Work instruction =>
Would you please output only the lines from the one containing "Serialize what can" through the end of the entries below, exactly as written?
────────────────────────────────────────
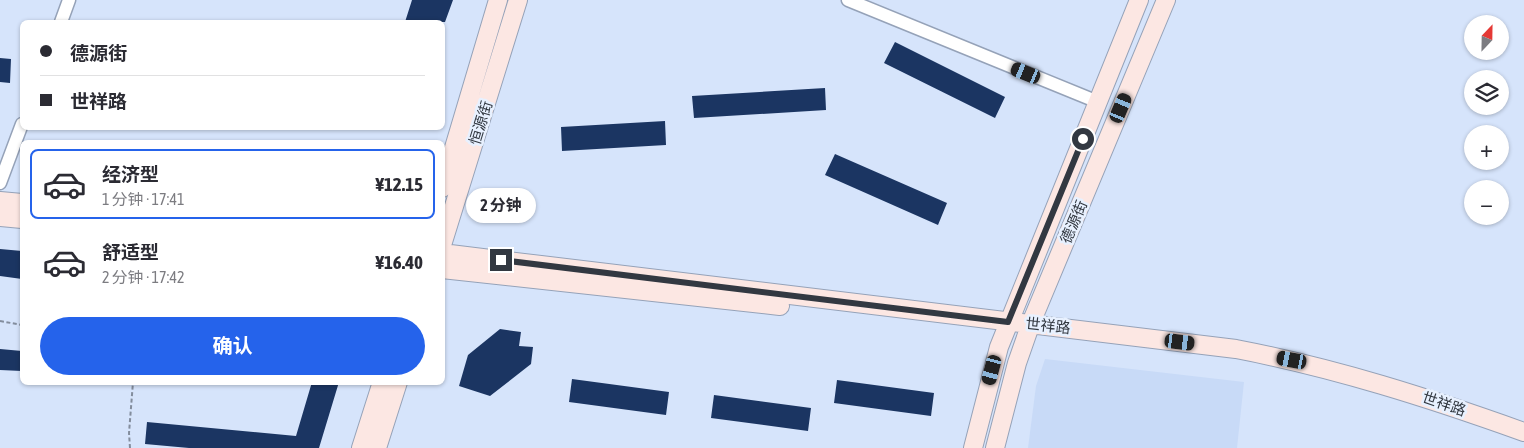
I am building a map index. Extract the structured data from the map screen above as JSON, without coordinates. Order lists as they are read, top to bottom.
{
  "streets": {
    "street": ["恒源街", "德源街", "世祥路"]
  },
  "crossings": [
    ["德源街", "世祥路"]
  ],
  "north": "top",
  "page": {
    "map_buttons": ["+", "−"],
    "banner": ["德源街", "世祥路"],
    "list": [
      {
        "name": "经济型",
        "note": "1 分钟 · 17:41",
        "value": "¥12.15"
      },
      {
        "name": "舒适型",
        "note": "2 分钟 · 17:42",
        "value": "¥16.40"
      }
    ],
    "bubble": "2 分钟",
    "buttons": "确认"
  }
}
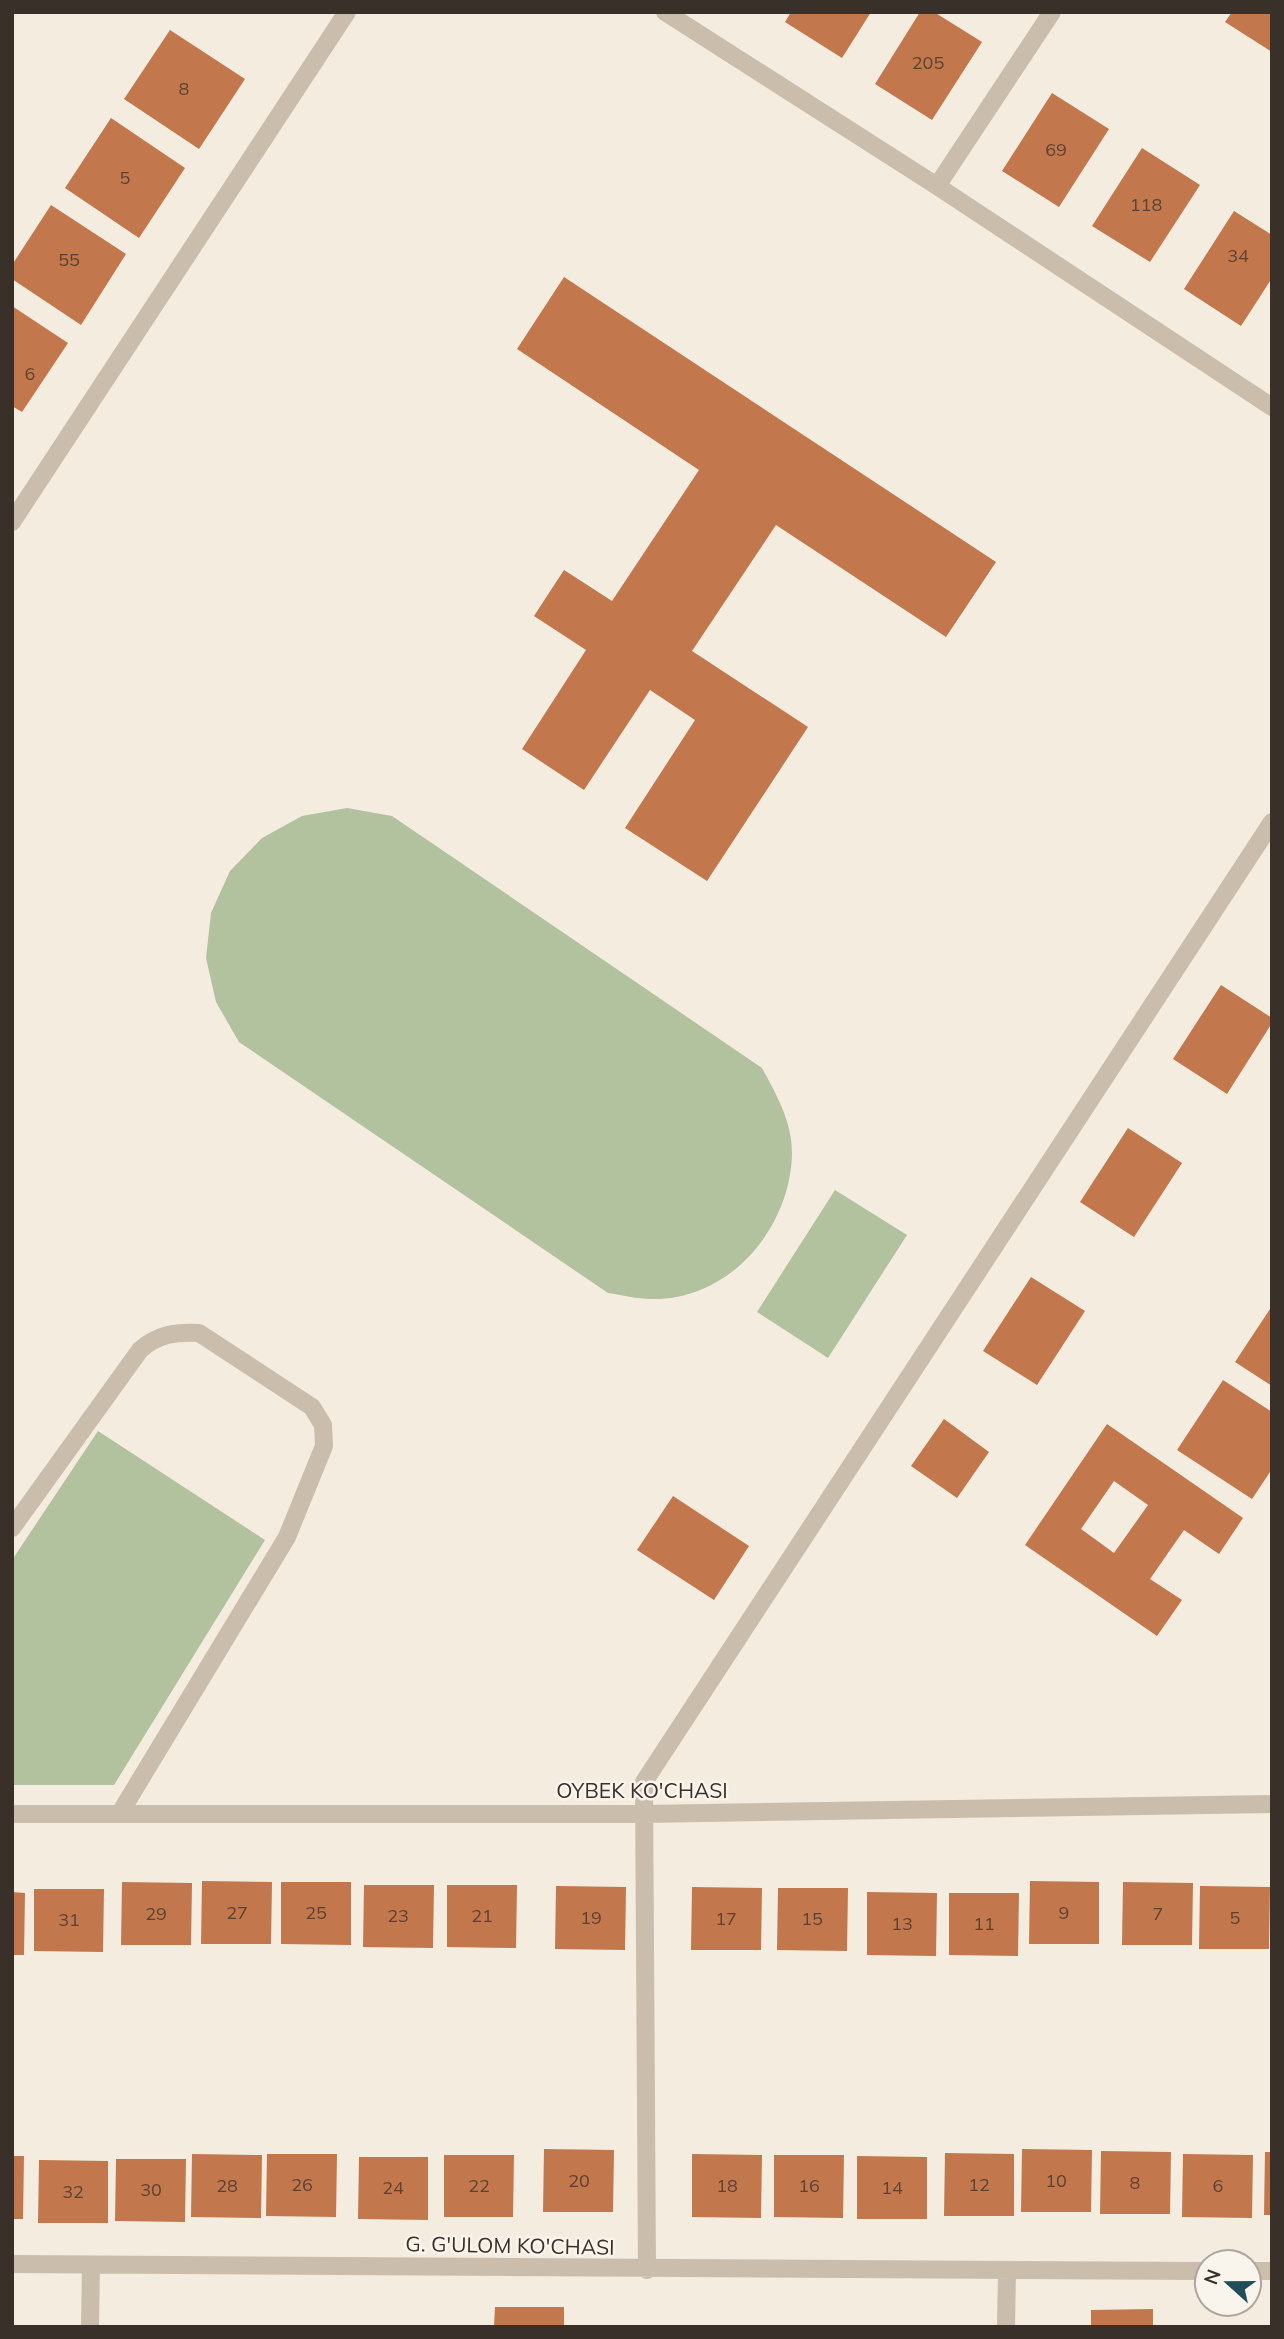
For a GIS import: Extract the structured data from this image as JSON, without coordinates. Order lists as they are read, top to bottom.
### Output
{
  "streets": {
    "street": ["OYBEK KO'CHASI", "G. G'ULOM KO'CHASI"]
  },
  "house_numbers": [
    "205",
    "8",
    "69",
    "5",
    "118",
    "34",
    "55",
    "6",
    "27",
    "25",
    "9",
    "29",
    "7",
    "23",
    "21",
    "19",
    "5",
    "17",
    "15",
    "31",
    "13",
    "11",
    "20",
    "10",
    "8",
    "26",
    "12",
    "28",
    "22",
    "18",
    "16",
    "6",
    "24",
    "14",
    "30",
    "32"
  ],
  "north": "left"
}
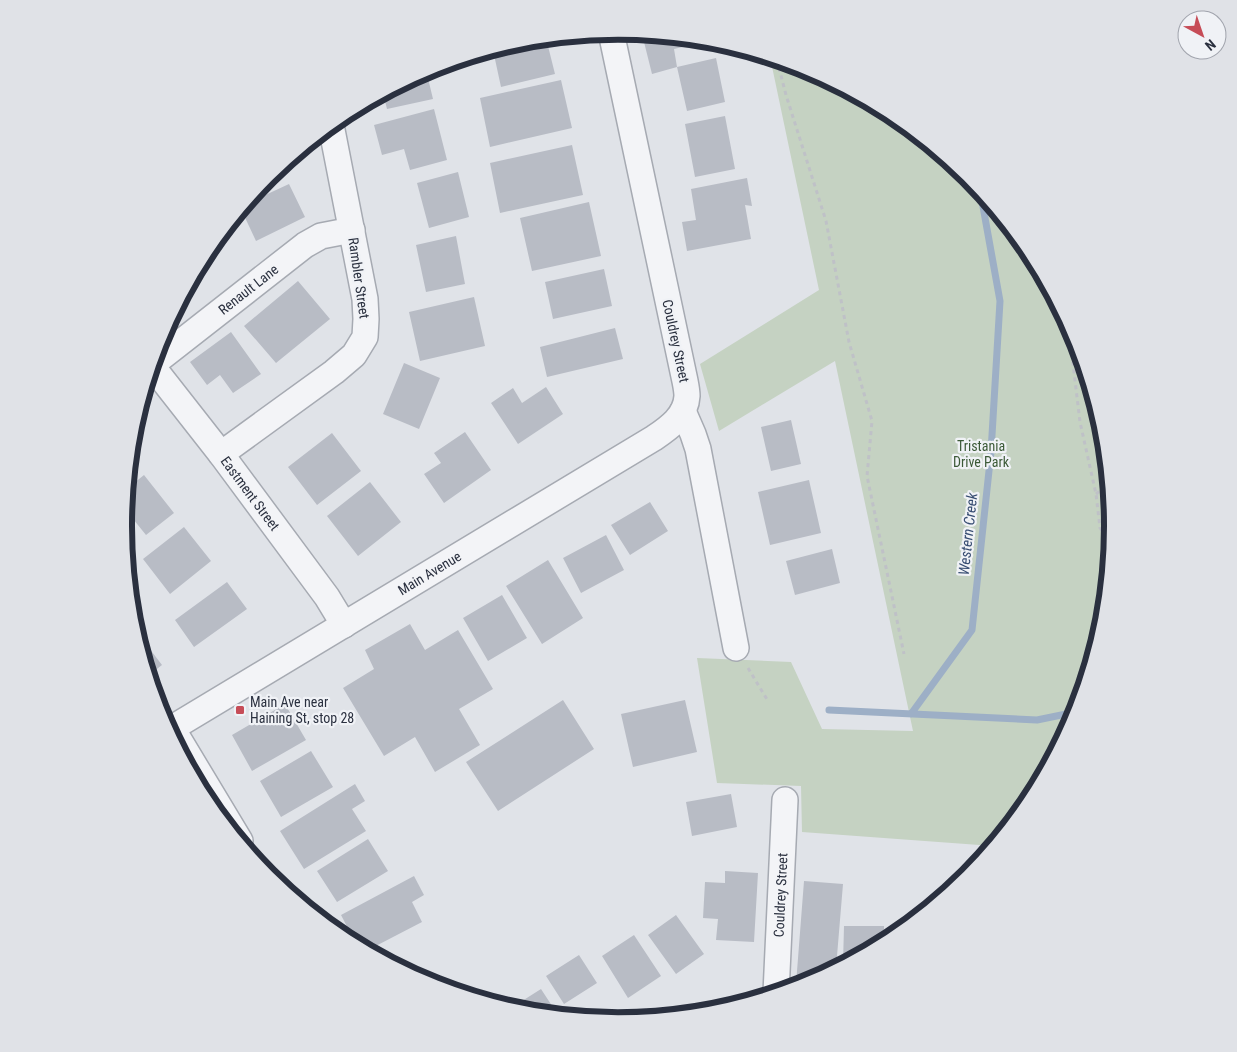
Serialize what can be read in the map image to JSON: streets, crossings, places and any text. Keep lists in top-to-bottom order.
{
  "streets": {
    "street": [
      "Rambler Street",
      "Renault Lane",
      "Couldrey Street",
      "Eastment Street",
      "Main Avenue"
    ]
  },
  "crossings": [
    ["Rambler Street", "Renault Lane"],
    ["Rambler Street", "Eastment Street"],
    ["Couldrey Street", "Main Avenue"],
    ["Eastment Street", "Main Avenue"]
  ],
  "water": ["Western Creek"],
  "parks": ["Tristania Drive Park"],
  "places": {
    "transit": ["Main Ave near Haining St, stop 28"]
  },
  "north": "bottom right"
}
────────────────────────────────────────
Reply to the task =>
Serialize what can be read in the map image to JSON: streets, crossings, places and any text. Keep lists in top-to-bottom order.
{
  "streets": {
    "street": [
      "Rambler Street",
      "Renault Lane",
      "Couldrey Street",
      "Eastment Street",
      "Main Avenue"
    ]
  },
  "crossings": [
    ["Rambler Street", "Renault Lane"],
    ["Rambler Street", "Eastment Street"],
    ["Couldrey Street", "Main Avenue"],
    ["Eastment Street", "Main Avenue"]
  ],
  "water": ["Western Creek"],
  "parks": ["Tristania Drive Park"],
  "places": {
    "transit": ["Main Ave near Haining St, stop 28"]
  },
  "north": "bottom right"
}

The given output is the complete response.